Tuesday, June 13, 2017

Del latitude xinput settings

See https://askubuntu.com/questions/688270/mouse-speed-too-fast

Put the following commands in a file (foobar.sh), make the file executable (chmod +x foobar.sh), and then run it.

#!/bin/sh
xinput --set-prop "AlpsPS/2 ALPS DualPoint Stick" "Device Accel Constant Deceleration" 8
xinput --set-prop "AlpsPS/2 ALPS DualPoint Stick" "Device Accel Velocity Scaling" .8
xinput --set-prop "AlpsPS/2 ALPS DualPoint Stick" "Device Accel Adaptive Deceleration" 8


You can run this command on startup from the Startup Applications menu.

Monday, May 15, 2017

IBUS bug fix ... again (sigh!)

Further to https://cikitsa.blogspot.ca/2012/01/ibus-bug-fix.html, I found the same bug cropping up in Linux Mint 18.1, with IBUS 1.15.11.

Some applications don't like IBUS + m17n, and certain input mim files.
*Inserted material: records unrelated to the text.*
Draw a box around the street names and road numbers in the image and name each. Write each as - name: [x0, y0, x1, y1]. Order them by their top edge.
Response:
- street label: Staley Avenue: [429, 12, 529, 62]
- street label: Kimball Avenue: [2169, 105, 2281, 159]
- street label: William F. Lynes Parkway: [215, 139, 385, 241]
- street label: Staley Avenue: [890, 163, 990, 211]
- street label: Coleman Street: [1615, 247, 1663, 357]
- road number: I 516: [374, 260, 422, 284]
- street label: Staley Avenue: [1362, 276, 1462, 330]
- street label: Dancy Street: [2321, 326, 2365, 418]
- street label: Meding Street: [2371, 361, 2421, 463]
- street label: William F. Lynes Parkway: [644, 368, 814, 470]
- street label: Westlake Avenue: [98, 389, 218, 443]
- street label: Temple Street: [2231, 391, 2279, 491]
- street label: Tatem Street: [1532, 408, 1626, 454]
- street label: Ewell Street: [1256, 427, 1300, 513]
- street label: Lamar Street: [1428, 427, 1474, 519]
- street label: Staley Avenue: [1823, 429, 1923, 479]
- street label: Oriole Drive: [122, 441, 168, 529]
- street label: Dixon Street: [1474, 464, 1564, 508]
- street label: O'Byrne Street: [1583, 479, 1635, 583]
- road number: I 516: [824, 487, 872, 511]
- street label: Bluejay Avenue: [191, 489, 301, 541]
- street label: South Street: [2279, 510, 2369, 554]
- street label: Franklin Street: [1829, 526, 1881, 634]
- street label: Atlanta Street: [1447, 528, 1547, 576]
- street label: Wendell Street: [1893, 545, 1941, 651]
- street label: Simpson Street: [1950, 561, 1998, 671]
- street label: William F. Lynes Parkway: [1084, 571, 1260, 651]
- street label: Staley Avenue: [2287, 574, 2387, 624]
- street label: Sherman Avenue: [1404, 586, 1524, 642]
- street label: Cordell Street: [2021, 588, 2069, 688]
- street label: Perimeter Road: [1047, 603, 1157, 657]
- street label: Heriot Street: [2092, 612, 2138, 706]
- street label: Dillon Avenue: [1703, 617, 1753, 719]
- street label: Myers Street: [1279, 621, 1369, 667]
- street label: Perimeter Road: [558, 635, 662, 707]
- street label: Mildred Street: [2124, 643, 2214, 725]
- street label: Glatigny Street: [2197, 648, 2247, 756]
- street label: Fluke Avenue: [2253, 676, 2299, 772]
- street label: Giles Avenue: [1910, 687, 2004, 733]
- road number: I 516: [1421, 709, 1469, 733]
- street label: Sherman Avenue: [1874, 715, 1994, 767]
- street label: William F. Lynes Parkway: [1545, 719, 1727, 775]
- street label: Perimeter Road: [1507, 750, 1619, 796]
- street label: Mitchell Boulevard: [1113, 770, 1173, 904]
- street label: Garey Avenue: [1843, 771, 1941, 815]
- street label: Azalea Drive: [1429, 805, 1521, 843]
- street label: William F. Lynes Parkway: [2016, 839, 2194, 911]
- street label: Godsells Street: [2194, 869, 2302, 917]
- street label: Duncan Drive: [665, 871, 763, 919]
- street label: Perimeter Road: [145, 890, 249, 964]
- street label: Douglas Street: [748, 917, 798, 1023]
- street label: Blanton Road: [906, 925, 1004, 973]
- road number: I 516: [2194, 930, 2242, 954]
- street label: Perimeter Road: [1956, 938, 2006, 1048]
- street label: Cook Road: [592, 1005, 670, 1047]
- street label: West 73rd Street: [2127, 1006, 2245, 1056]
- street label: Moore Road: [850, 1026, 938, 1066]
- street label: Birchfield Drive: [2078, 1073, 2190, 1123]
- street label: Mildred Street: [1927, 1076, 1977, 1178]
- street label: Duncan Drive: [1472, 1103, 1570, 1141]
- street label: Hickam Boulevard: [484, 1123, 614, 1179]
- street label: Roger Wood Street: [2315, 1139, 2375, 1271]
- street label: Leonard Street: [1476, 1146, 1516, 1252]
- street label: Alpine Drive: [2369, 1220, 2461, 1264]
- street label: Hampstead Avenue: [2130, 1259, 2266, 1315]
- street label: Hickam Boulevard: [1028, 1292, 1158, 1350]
For example, LibreOffice and JabRef.  Trying to type "ācārya" will give the result is "ācāry a". And in other strings, some letters are inverted: "is" becomes "si" and so forth.

Here's the fix.

Create a file called, say ibus-setting.sh with the following one-line content:
export IBUS_ENABLE_SYNC_MODE=0
Copy the file ibus-setting.sh to the directory /etc/profile.d/, like this:
sudo cp ibus-setting.sh /etc/profile.d
Make the file executable, like this:
sudo chmod +x /etc/profile.d/ibus-setting.sh
Logout and login again.

Phew!

This fixes the behaviour of IBUS + m17n with most applications, including LibreOffice and Java applications like JabRef.  However, some applications compiled with QT5 still have problems.  So, for example, you have to use the version of TeXStudio that is compiled with QT4, not QT5. [Update September 2018: QT5 now works fine with Ibus, so one can use the QT5 version of TeXstudio with no problem.]

Friday, December 11, 2015

Linux Mint swapfile

Getting the swap file working in Linux Mint.  Using LVM

sudo /sbin/mkswap /dev/mapper/foobar [e.g., mint--vg-swap_1]
sudo swapon -a

Thursday, August 07, 2014

Linux Mint 17, Cinnamon, Firefox 31 = freeze

I've been very happy with Linux Mint 17, and the Cinnamon GUI.
Except for the occasional system freezes.  This happened usually when I was swapping between windows (alt+tab), and required a re-login.

I've spent some time looking around the web and trying to diagnose the problem.  I've found one change that seems to have cleared up the problem, and I am not aware that anyone else has mentioned it yet.  I've uninstalled Firefox (31), and replaced it with Google Chrome.  I haven't had a freeze since doing that.  Fingers crossed.